# ASSIGNMENT:
Your answer must be an exact copy of the records below.
START SUPPLIED ENTRIES
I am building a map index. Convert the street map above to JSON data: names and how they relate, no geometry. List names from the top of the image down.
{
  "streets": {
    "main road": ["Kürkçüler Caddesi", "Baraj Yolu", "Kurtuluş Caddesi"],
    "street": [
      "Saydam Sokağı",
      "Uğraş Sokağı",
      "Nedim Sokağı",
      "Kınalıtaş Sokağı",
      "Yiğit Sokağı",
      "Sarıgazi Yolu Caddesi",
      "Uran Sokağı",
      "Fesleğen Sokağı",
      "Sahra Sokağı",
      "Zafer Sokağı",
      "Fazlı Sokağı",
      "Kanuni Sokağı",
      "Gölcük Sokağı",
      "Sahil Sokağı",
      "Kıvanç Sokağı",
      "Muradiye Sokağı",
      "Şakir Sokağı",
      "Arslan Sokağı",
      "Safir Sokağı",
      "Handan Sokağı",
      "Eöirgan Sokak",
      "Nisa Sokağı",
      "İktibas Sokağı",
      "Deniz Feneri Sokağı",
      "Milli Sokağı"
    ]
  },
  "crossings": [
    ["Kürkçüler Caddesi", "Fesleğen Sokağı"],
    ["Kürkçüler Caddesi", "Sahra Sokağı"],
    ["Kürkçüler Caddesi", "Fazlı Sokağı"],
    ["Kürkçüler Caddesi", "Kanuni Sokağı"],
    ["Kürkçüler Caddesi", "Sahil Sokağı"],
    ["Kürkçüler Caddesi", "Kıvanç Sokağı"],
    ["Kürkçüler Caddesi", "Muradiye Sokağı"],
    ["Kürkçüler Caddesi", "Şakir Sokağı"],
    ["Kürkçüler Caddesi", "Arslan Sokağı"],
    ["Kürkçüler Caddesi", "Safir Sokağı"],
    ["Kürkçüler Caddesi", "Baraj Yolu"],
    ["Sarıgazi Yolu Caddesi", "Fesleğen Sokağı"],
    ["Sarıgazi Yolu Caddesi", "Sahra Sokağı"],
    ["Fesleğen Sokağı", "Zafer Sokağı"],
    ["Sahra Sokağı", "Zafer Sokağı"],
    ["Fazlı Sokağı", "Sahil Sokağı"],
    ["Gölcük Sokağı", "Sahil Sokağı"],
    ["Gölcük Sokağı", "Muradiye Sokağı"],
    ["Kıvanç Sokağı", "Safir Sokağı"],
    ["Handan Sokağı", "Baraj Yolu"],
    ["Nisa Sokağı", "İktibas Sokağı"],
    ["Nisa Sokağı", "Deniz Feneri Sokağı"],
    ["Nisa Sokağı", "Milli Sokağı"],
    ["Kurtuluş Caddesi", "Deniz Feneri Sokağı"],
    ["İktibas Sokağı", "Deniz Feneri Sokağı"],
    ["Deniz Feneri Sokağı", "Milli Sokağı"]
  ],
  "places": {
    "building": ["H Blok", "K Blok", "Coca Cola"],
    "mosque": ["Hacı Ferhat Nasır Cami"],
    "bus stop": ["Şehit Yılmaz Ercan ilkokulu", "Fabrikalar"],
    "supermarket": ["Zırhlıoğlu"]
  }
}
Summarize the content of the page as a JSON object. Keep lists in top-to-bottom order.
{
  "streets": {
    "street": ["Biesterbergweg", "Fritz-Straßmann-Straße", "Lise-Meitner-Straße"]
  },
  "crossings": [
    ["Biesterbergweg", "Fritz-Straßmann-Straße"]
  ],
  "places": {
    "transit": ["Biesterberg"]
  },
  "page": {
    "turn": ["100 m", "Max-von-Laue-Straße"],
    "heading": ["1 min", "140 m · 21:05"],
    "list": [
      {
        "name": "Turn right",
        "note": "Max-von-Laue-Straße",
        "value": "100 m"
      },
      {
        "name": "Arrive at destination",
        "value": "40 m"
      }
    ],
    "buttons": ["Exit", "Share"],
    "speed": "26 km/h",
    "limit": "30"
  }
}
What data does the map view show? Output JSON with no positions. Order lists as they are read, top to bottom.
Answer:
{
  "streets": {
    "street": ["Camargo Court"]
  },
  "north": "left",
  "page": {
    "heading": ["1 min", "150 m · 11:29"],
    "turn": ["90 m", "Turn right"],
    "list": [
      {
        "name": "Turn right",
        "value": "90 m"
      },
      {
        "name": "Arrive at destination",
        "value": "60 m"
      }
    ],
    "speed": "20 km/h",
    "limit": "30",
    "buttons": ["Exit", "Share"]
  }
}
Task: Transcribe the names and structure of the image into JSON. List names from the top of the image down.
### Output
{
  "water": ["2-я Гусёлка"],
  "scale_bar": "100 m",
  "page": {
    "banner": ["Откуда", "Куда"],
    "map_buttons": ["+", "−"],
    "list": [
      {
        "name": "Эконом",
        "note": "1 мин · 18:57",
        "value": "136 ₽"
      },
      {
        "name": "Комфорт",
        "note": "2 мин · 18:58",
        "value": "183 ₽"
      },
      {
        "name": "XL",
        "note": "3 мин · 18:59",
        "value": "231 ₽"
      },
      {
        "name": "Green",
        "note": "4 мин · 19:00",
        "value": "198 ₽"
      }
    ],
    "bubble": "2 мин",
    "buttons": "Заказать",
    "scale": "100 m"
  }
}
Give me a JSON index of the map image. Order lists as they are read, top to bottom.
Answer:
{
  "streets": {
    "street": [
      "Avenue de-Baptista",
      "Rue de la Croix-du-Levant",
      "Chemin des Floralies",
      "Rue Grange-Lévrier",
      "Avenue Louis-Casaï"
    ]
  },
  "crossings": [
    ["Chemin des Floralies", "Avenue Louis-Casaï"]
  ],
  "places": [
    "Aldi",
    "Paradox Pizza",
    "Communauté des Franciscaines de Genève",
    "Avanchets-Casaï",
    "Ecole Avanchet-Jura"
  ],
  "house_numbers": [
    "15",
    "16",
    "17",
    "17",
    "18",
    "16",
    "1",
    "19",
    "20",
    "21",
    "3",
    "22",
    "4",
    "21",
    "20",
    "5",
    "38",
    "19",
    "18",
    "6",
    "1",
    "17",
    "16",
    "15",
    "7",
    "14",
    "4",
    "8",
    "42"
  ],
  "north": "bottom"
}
END SUPPLIED ENTRIES
# TASK ANSWER:
I am building a map index. Convert the street map above to JSON data: names and how they relate, no geometry. List names from the top of the image down.
{
  "streets": {
    "main road": ["Kürkçüler Caddesi", "Baraj Yolu", "Kurtuluş Caddesi"],
    "street": [
      "Saydam Sokağı",
      "Uğraş Sokağı",
      "Nedim Sokağı",
      "Kınalıtaş Sokağı",
      "Yiğit Sokağı",
      "Sarıgazi Yolu Caddesi",
      "Uran Sokağı",
      "Fesleğen Sokağı",
      "Sahra Sokağı",
      "Zafer Sokağı",
      "Fazlı Sokağı",
      "Kanuni Sokağı",
      "Gölcük Sokağı",
      "Sahil Sokağı",
      "Kıvanç Sokağı",
      "Muradiye Sokağı",
      "Şakir Sokağı",
      "Arslan Sokağı",
      "Safir Sokağı",
      "Handan Sokağı",
      "Eöirgan Sokak",
      "Nisa Sokağı",
      "İktibas Sokağı",
      "Deniz Feneri Sokağı",
      "Milli Sokağı"
    ]
  },
  "crossings": [
    ["Kürkçüler Caddesi", "Fesleğen Sokağı"],
    ["Kürkçüler Caddesi", "Sahra Sokağı"],
    ["Kürkçüler Caddesi", "Fazlı Sokağı"],
    ["Kürkçüler Caddesi", "Kanuni Sokağı"],
    ["Kürkçüler Caddesi", "Sahil Sokağı"],
    ["Kürkçüler Caddesi", "Kıvanç Sokağı"],
    ["Kürkçüler Caddesi", "Muradiye Sokağı"],
    ["Kürkçüler Caddesi", "Şakir Sokağı"],
    ["Kürkçüler Caddesi", "Arslan Sokağı"],
    ["Kürkçüler Caddesi", "Safir Sokağı"],
    ["Kürkçüler Caddesi", "Baraj Yolu"],
    ["Sarıgazi Yolu Caddesi", "Fesleğen Sokağı"],
    ["Sarıgazi Yolu Caddesi", "Sahra Sokağı"],
    ["Fesleğen Sokağı", "Zafer Sokağı"],
    ["Sahra Sokağı", "Zafer Sokağı"],
    ["Fazlı Sokağı", "Sahil Sokağı"],
    ["Gölcük Sokağı", "Sahil Sokağı"],
    ["Gölcük Sokağı", "Muradiye Sokağı"],
    ["Kıvanç Sokağı", "Safir Sokağı"],
    ["Handan Sokağı", "Baraj Yolu"],
    ["Nisa Sokağı", "İktibas Sokağı"],
    ["Nisa Sokağı", "Deniz Feneri Sokağı"],
    ["Nisa Sokağı", "Milli Sokağı"],
    ["Kurtuluş Caddesi", "Deniz Feneri Sokağı"],
    ["İktibas Sokağı", "Deniz Feneri Sokağı"],
    ["Deniz Feneri Sokağı", "Milli Sokağı"]
  ],
  "places": {
    "building": ["H Blok", "K Blok", "Coca Cola"],
    "mosque": ["Hacı Ferhat Nasır Cami"],
    "bus stop": ["Şehit Yılmaz Ercan ilkokulu", "Fabrikalar"],
    "supermarket": ["Zırhlıoğlu"]
  }
}
Summarize the content of the page as a JSON object. Keep lists in top-to-bottom order.
{
  "streets": {
    "street": ["Biesterbergweg", "Fritz-Straßmann-Straße", "Lise-Meitner-Straße"]
  },
  "crossings": [
    ["Biesterbergweg", "Fritz-Straßmann-Straße"]
  ],
  "places": {
    "transit": ["Biesterberg"]
  },
  "page": {
    "turn": ["100 m", "Max-von-Laue-Straße"],
    "heading": ["1 min", "140 m · 21:05"],
    "list": [
      {
        "name": "Turn right",
        "note": "Max-von-Laue-Straße",
        "value": "100 m"
      },
      {
        "name": "Arrive at destination",
        "value": "40 m"
      }
    ],
    "buttons": ["Exit", "Share"],
    "speed": "26 km/h",
    "limit": "30"
  }
}
What data does the map view show? Output JSON with no positions. Order lists as they are read, top to bottom.
Answer:
{
  "streets": {
    "street": ["Camargo Court"]
  },
  "north": "left",
  "page": {
    "heading": ["1 min", "150 m · 11:29"],
    "turn": ["90 m", "Turn right"],
    "list": [
      {
        "name": "Turn right",
        "value": "90 m"
      },
      {
        "name": "Arrive at destination",
        "value": "60 m"
      }
    ],
    "speed": "20 km/h",
    "limit": "30",
    "buttons": ["Exit", "Share"]
  }
}
Task: Transcribe the names and structure of the image into JSON. List names from the top of the image down.
### Output
{
  "water": ["2-я Гусёлка"],
  "scale_bar": "100 m",
  "page": {
    "banner": ["Откуда", "Куда"],
    "map_buttons": ["+", "−"],
    "list": [
      {
        "name": "Эконом",
        "note": "1 мин · 18:57",
        "value": "136 ₽"
      },
      {
        "name": "Комфорт",
        "note": "2 мин · 18:58",
        "value": "183 ₽"
      },
      {
        "name": "XL",
        "note": "3 мин · 18:59",
        "value": "231 ₽"
      },
      {
        "name": "Green",
        "note": "4 мин · 19:00",
        "value": "198 ₽"
      }
    ],
    "bubble": "2 мин",
    "buttons": "Заказать",
    "scale": "100 m"
  }
}
Give me a JSON index of the map image. Order lists as they are read, top to bottom.
Answer:
{
  "streets": {
    "street": [
      "Avenue de-Baptista",
      "Rue de la Croix-du-Levant",
      "Chemin des Floralies",
      "Rue Grange-Lévrier",
      "Avenue Louis-Casaï"
    ]
  },
  "crossings": [
    ["Chemin des Floralies", "Avenue Louis-Casaï"]
  ],
  "places": [
    "Aldi",
    "Paradox Pizza",
    "Communauté des Franciscaines de Genève",
    "Avanchets-Casaï",
    "Ecole Avanchet-Jura"
  ],
  "house_numbers": [
    "15",
    "16",
    "17",
    "17",
    "18",
    "16",
    "1",
    "19",
    "20",
    "21",
    "3",
    "22",
    "4",
    "21",
    "20",
    "5",
    "38",
    "19",
    "18",
    "6",
    "1",
    "17",
    "16",
    "15",
    "7",
    "14",
    "4",
    "8",
    "42"
  ],
  "north": "bottom"
}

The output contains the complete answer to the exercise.